Problem to work on:
Retype the opening lines of the data exactly, stopping after the line that contains "filter:drop-shadow(0 0 1px". Skip every picture.

[Opening Material provided section]

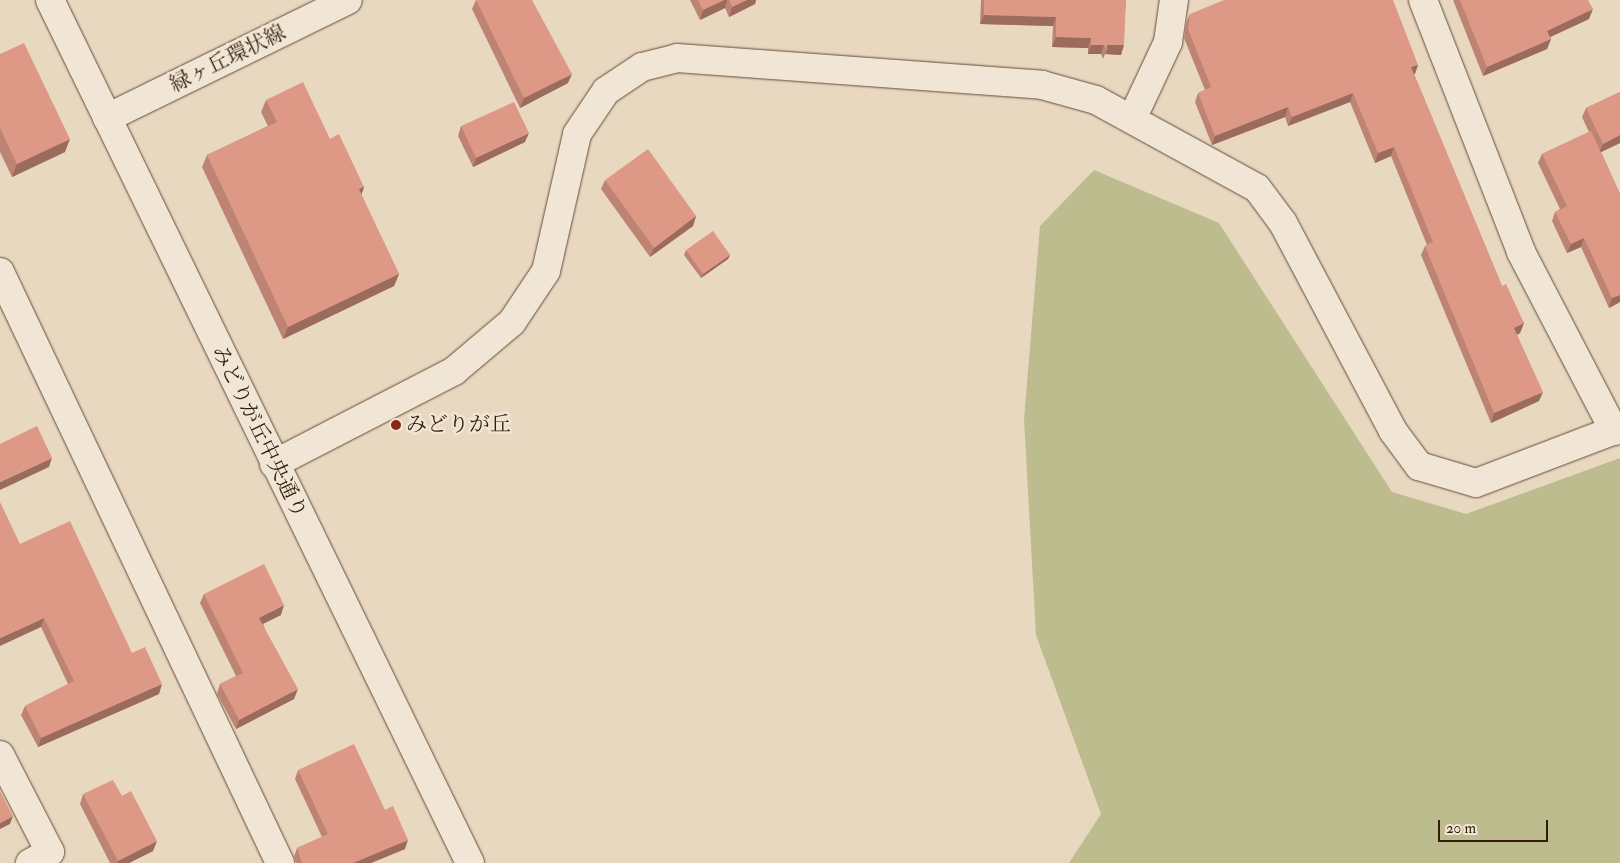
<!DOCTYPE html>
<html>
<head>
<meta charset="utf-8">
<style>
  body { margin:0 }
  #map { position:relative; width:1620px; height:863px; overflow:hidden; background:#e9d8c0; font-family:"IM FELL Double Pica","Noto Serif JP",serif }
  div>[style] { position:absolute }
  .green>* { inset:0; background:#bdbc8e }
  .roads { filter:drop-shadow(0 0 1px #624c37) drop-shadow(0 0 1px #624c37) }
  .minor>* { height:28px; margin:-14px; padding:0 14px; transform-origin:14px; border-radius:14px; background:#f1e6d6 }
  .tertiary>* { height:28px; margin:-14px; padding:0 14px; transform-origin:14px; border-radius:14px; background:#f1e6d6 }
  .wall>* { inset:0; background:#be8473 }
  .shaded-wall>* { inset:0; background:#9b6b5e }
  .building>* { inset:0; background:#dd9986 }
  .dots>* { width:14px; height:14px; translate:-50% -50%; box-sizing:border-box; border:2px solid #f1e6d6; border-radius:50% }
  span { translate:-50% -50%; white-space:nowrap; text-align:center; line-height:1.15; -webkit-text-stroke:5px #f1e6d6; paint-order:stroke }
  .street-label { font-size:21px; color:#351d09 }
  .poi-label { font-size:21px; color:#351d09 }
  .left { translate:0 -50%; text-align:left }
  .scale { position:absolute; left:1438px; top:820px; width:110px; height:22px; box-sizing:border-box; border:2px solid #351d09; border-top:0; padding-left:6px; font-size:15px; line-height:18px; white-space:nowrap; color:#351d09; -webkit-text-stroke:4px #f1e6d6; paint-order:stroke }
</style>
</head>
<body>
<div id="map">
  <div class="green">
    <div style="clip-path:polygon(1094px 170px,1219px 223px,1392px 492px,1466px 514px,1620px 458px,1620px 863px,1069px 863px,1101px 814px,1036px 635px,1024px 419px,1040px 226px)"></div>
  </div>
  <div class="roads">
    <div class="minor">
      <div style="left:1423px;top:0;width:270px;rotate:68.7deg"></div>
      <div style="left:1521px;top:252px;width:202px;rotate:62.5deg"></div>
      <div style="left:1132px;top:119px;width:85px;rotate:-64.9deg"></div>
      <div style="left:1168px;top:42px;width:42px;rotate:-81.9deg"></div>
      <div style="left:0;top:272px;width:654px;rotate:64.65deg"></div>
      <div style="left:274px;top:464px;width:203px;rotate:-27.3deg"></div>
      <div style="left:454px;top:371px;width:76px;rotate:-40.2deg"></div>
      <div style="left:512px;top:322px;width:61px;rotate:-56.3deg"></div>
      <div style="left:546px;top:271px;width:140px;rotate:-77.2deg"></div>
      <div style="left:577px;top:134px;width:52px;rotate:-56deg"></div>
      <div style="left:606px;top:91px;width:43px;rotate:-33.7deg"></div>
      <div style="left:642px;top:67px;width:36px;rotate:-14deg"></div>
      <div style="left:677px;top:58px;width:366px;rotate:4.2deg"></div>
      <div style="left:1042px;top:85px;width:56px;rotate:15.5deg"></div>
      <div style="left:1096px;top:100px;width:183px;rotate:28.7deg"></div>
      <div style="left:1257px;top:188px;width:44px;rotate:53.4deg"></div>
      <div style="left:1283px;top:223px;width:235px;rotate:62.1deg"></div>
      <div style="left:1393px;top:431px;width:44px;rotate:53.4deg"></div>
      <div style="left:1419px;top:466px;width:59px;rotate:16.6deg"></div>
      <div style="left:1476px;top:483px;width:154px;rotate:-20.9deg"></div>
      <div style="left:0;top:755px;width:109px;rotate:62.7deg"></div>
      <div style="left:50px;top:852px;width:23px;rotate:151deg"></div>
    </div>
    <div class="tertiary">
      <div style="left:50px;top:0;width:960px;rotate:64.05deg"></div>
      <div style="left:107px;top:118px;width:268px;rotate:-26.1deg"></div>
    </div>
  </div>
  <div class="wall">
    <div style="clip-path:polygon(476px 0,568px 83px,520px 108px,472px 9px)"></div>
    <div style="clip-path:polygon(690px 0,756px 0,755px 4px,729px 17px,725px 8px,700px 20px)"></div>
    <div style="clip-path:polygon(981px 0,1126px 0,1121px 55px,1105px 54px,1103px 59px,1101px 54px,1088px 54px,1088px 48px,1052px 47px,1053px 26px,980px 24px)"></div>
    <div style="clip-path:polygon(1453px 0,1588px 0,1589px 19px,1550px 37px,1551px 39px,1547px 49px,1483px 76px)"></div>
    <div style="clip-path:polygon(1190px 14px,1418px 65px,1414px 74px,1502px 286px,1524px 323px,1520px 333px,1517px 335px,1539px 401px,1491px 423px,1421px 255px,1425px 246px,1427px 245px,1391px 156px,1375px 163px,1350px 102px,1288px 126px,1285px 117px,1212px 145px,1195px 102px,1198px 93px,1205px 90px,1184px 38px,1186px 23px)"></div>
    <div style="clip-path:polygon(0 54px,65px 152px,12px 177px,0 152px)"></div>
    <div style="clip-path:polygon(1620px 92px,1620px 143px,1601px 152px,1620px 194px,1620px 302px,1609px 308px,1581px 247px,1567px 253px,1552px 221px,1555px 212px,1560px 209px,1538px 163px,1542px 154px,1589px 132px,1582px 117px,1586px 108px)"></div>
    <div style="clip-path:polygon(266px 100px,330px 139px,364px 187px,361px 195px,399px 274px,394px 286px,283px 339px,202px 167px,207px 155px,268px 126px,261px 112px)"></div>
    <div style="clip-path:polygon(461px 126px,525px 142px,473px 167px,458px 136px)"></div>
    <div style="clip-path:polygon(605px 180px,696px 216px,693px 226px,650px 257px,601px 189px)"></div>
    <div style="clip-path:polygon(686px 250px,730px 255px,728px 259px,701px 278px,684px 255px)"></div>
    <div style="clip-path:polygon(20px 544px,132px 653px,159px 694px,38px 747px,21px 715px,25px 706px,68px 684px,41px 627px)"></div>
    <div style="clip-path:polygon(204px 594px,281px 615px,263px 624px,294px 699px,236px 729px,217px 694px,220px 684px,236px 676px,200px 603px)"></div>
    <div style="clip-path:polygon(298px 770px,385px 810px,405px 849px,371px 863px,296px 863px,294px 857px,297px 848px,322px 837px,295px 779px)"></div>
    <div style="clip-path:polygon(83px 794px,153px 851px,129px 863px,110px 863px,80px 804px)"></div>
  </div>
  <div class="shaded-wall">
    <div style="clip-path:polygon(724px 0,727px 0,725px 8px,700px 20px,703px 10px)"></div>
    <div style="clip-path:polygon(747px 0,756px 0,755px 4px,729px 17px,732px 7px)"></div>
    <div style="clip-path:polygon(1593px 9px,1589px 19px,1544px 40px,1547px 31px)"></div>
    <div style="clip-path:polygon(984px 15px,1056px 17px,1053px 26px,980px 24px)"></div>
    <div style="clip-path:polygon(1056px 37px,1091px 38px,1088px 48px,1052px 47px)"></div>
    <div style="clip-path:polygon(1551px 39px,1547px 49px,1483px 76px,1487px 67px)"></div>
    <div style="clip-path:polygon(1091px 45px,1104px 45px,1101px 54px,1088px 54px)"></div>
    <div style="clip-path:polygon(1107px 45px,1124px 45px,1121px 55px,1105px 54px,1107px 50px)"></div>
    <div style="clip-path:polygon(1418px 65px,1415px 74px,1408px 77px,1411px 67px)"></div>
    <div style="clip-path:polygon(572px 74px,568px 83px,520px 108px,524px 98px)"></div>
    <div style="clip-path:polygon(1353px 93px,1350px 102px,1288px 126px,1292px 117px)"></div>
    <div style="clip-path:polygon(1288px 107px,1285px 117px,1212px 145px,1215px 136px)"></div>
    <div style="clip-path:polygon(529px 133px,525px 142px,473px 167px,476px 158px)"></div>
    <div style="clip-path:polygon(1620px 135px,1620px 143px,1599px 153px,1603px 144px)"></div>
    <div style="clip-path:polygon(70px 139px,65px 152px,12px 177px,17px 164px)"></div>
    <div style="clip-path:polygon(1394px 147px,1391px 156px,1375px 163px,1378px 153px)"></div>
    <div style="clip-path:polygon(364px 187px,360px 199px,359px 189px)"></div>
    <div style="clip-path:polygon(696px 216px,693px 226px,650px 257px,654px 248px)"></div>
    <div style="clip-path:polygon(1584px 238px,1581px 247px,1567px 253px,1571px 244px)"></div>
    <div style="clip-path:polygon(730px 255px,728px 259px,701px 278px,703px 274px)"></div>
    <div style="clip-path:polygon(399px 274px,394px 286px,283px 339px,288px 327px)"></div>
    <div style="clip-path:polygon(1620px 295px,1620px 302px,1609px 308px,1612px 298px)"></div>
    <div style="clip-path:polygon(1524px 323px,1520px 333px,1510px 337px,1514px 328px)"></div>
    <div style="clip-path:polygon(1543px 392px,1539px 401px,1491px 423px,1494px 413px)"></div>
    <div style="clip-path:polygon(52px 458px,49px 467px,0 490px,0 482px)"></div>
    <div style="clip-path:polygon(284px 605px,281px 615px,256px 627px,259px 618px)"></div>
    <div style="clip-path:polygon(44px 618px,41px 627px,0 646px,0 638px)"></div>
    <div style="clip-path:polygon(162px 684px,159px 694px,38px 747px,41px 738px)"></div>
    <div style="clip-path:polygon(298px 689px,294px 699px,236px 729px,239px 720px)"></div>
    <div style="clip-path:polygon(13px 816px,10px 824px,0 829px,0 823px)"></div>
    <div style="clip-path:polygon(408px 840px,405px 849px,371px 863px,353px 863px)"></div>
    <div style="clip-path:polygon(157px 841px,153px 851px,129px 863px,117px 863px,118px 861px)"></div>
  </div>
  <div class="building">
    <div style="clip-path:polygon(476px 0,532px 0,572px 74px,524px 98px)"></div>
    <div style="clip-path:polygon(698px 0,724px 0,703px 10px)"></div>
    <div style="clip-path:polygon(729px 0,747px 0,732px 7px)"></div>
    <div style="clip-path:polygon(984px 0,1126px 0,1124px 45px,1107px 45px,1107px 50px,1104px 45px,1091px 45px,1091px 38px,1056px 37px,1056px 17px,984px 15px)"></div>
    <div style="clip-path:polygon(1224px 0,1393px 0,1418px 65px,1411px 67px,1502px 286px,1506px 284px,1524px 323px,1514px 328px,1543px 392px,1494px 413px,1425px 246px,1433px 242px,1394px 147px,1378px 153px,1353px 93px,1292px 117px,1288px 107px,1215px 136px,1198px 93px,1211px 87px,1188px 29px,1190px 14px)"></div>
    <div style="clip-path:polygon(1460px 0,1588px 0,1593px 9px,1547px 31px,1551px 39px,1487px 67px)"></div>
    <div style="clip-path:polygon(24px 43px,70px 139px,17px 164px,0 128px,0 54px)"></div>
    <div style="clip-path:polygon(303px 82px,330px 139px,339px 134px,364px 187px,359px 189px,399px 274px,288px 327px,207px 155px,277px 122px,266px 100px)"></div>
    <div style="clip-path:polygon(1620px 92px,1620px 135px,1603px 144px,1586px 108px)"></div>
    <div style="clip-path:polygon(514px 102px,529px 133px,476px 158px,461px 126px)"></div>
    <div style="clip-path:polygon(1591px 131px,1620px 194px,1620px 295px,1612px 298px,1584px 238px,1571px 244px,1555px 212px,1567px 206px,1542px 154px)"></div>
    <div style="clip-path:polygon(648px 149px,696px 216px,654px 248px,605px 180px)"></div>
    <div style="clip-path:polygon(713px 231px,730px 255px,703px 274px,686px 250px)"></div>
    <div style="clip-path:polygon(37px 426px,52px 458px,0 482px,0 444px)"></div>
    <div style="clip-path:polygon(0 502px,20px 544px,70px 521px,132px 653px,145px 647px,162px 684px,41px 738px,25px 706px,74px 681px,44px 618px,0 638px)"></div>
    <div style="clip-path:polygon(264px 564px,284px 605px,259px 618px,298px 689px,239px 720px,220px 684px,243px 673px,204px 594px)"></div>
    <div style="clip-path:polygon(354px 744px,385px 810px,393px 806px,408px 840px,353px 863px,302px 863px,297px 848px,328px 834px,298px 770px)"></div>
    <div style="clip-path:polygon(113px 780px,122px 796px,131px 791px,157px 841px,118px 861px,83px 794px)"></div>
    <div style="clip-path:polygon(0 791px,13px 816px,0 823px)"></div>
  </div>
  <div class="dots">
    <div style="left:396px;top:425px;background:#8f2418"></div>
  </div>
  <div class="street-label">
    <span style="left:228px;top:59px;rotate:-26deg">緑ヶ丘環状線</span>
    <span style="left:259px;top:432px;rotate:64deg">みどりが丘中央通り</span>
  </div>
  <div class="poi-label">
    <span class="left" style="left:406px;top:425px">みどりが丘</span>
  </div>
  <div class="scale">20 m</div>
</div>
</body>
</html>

[Closing Material provided section]

Solution:
<!DOCTYPE html>
<html>
<head>
<meta charset="utf-8">
<style>
  body { margin:0 }
  #map { position:relative; width:1620px; height:863px; overflow:hidden; background:#e9d8c0; font-family:"IM FELL Double Pica","Noto Serif JP",serif }
  div>[style] { position:absolute }
  .green>* { inset:0; background:#bdbc8e }
  .roads { filter:drop-shadow(0 0 1px #624c37) drop-shadow(0 0 1px #624c37) }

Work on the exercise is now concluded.